Hi all,
I had this laptop (Lenovo Carbon X1 Gen 6), and when it had Debian, it would just go flat on sleep, and even when powered off. So strange. I checked all BIOS settings etc, but could never figure it out.
I moved it to Fedora, and it was perfect. Battery life was boosted like crazy, acted as it was meant to.
However, I have tomove away from Fedora, due to them dropping X11 (it’s an accessibility issue I’m facing with my tools) and I forgot about said issue with Debian.
Back on Debian now, woke up, powered on laptop, which was fully charged last night, and it’s flat again.
What is it, that Debian is doing differently, that is making it go flat, when powered off?

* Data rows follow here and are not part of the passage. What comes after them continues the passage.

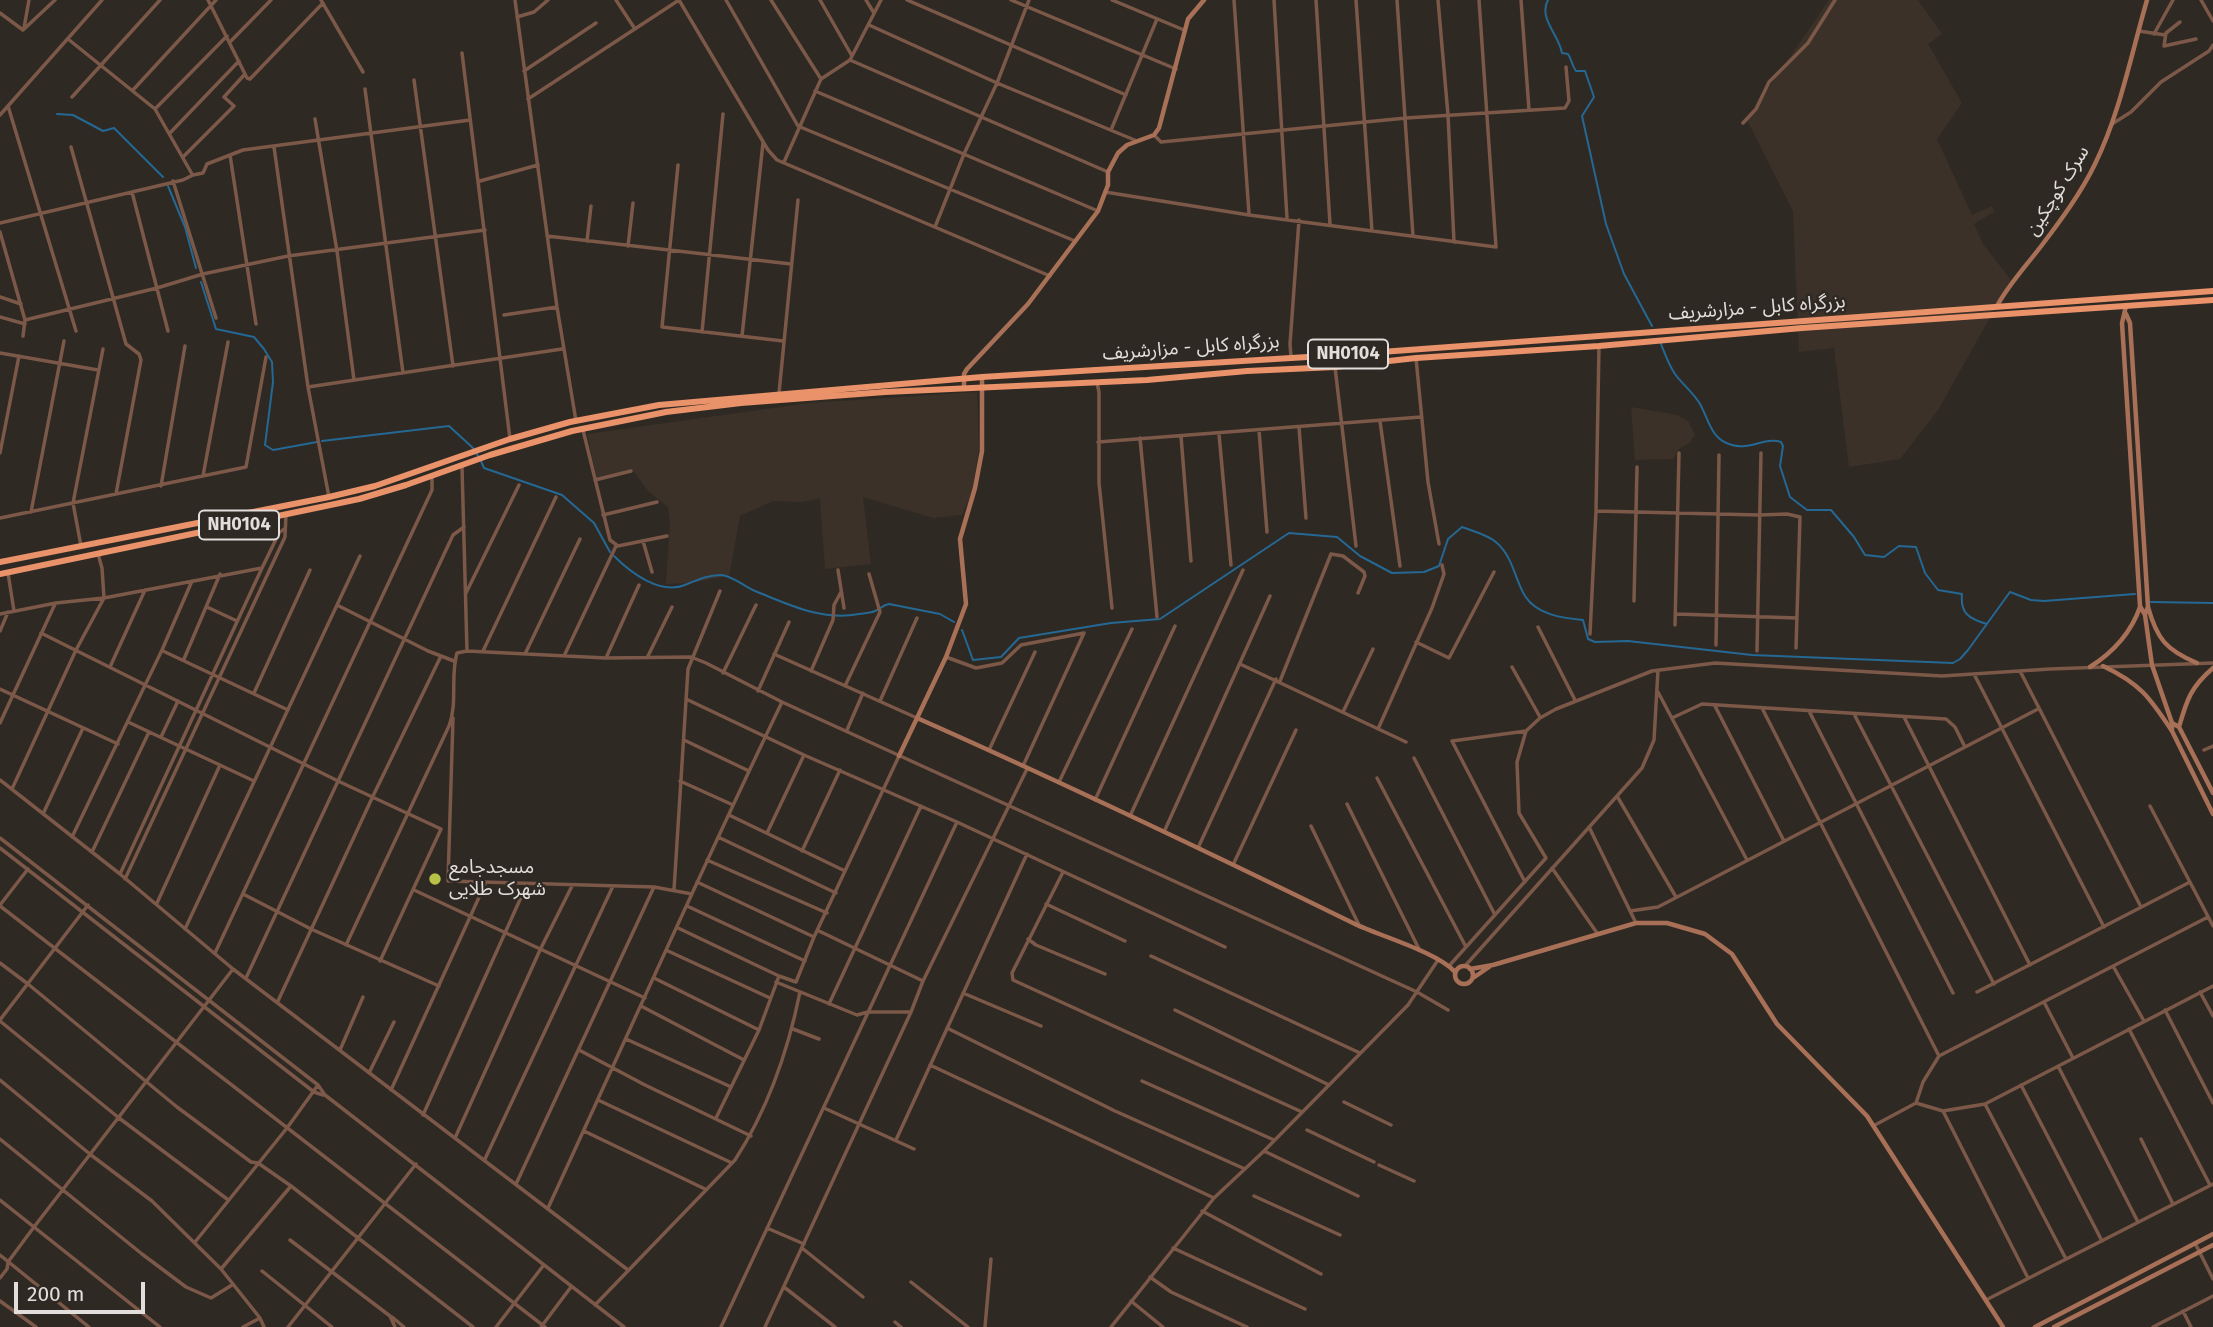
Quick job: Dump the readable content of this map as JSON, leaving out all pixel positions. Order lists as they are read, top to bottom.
{
  "streets": {
    "highway": ["بزرگراه کابل - مزارشریف", "NH0104"],
    "street": ["سرک کوچکین"]
  },
  "crossings": [
    ["سرک کوچکین", "بزرگراه کابل - مزارشریف"],
    ["بزرگراه کابل - مزارشریف", "NH0104"]
  ],
  "places": ["مسجدجامع شهرک طلایی"],
  "scale_bar": "200 m"
}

Please note, I am doing a proper shutdown. Not just closing lid, sleep, hybernate, etc.
Any advice greatly appreciated. Thanks so much!

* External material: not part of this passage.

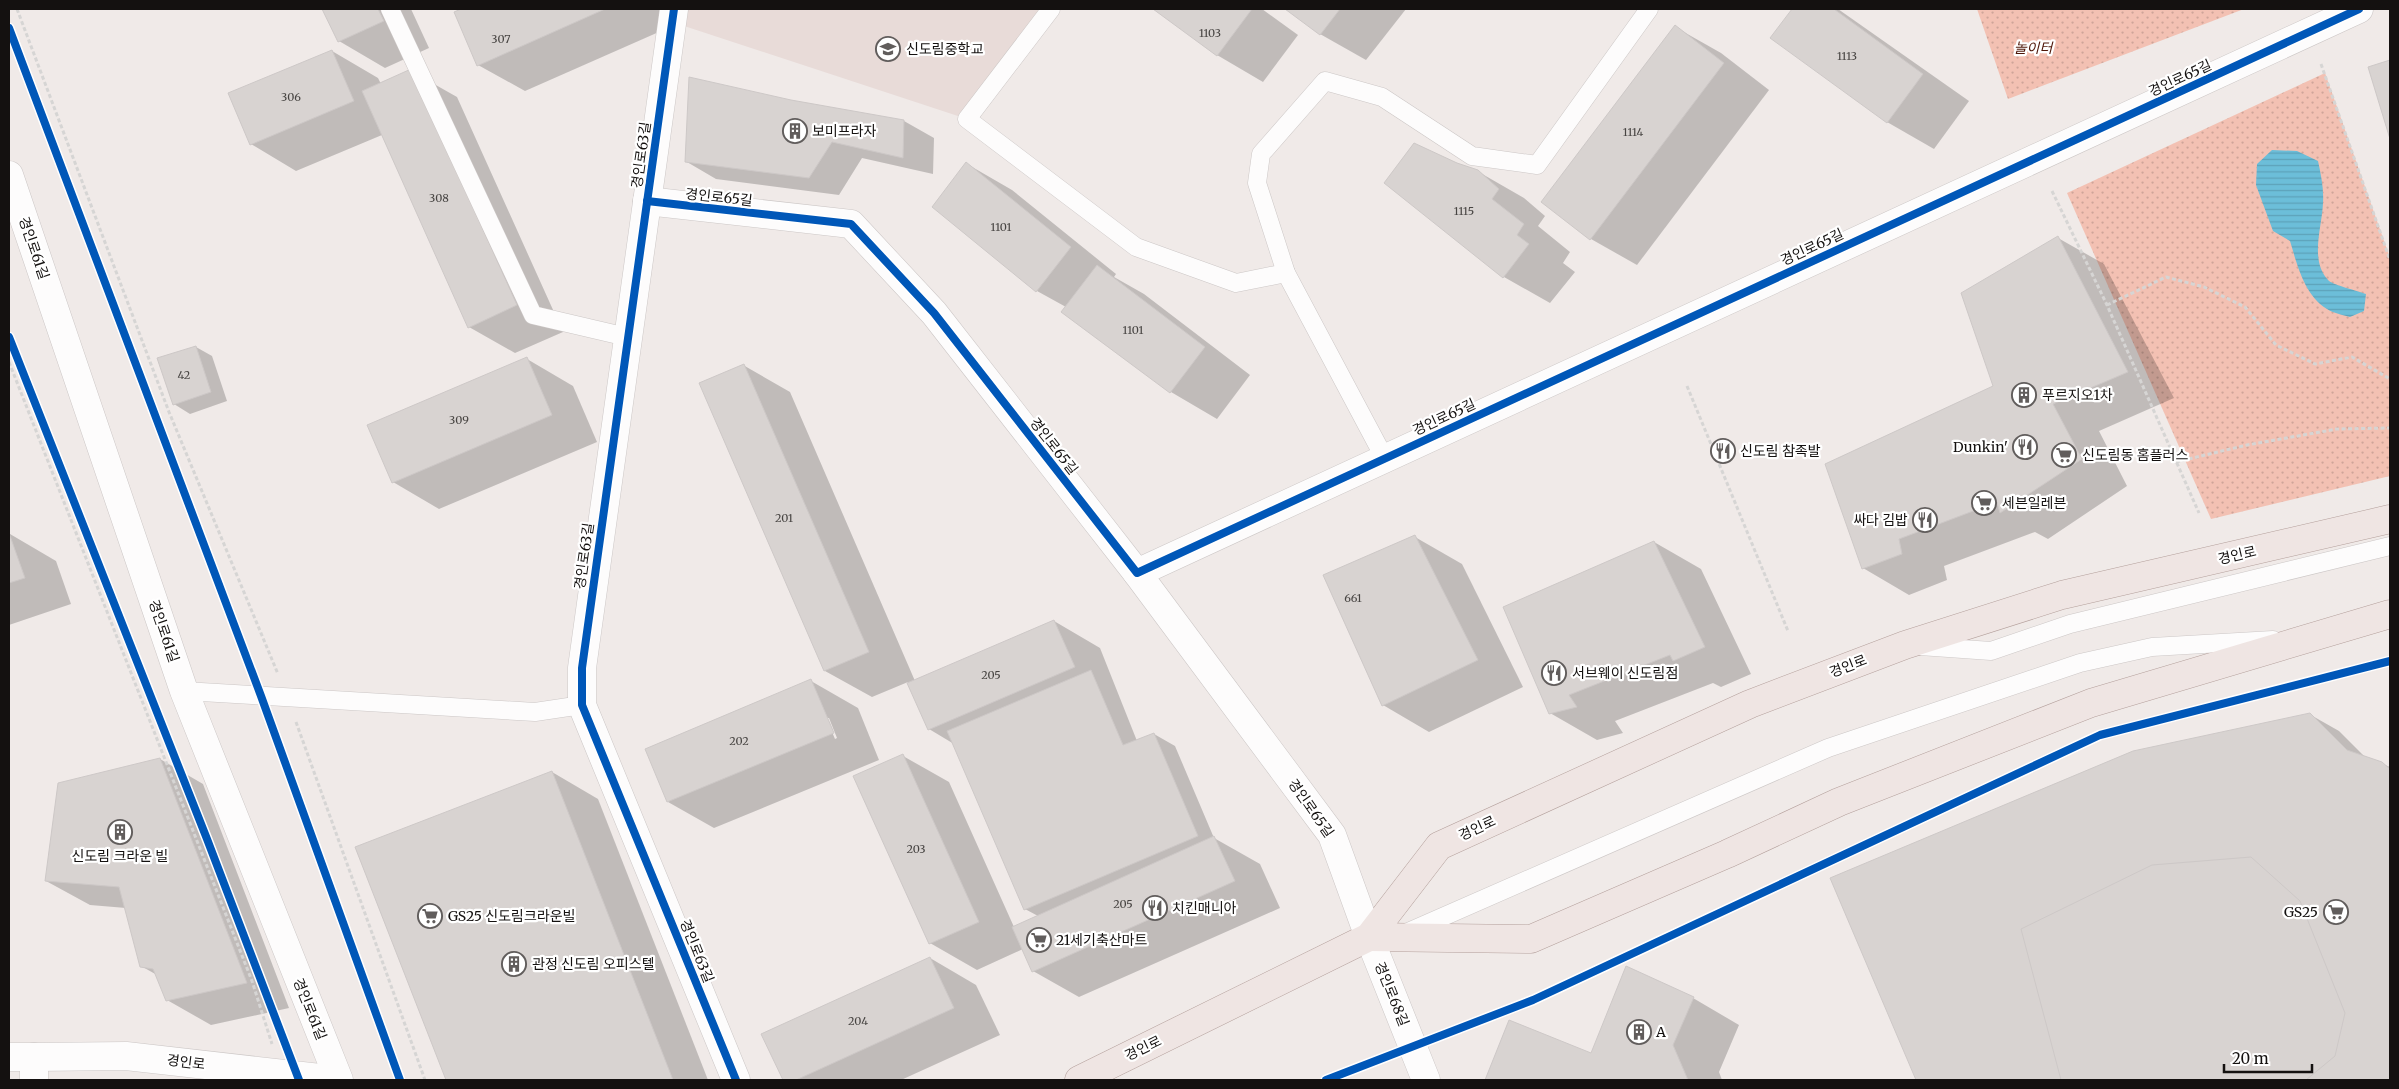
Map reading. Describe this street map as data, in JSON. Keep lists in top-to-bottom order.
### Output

UPDATE: I booted into a fedora live disk, and shutdown. This time the battery did not go flat at all when shutdown, indicating that it is absolutely debian related, not BIOS or anything else.
I mean, there are other explanations, like having Wake on Lan activated. But yeah it is very suspicious. It shouldn’t drain that fast, even with WoL.
Yes, I have checked all those settings in the BIOS, and they are fine. I have no idea where to go now.
OK, a little bit of an update. I booted into the fedora live USB disk. I then shut down from there. A day later, and the battery is still on 98%. This shows that it is actually debian causing the issue, not a system issue like the BIOS or similar. Now, just to try and figure out what it is with Debian and shutdown.
Just an update, for interests sake, for those that helped me. Get this, it’s if I have the laptop plugged into power as I turn it off. I then unplug it, and it drains like crazy when OFF. But, if I unplug power, then power down, it keeps its battery beautifully. How strange.
Jesus Christ, there is something very wrong going on in there lmao. So, if you just turn it off (no unplugging) I’m guessing it’s chugging your electricity for no reason? Does it have any logs of something it could be doing while it’s “off”?
Nope, nothing. And only on Debian. It never did this on Fedora. Madness, but, I have no time to further spend on it. So, unplug, send shutdown signal, and happy life. haha, weird!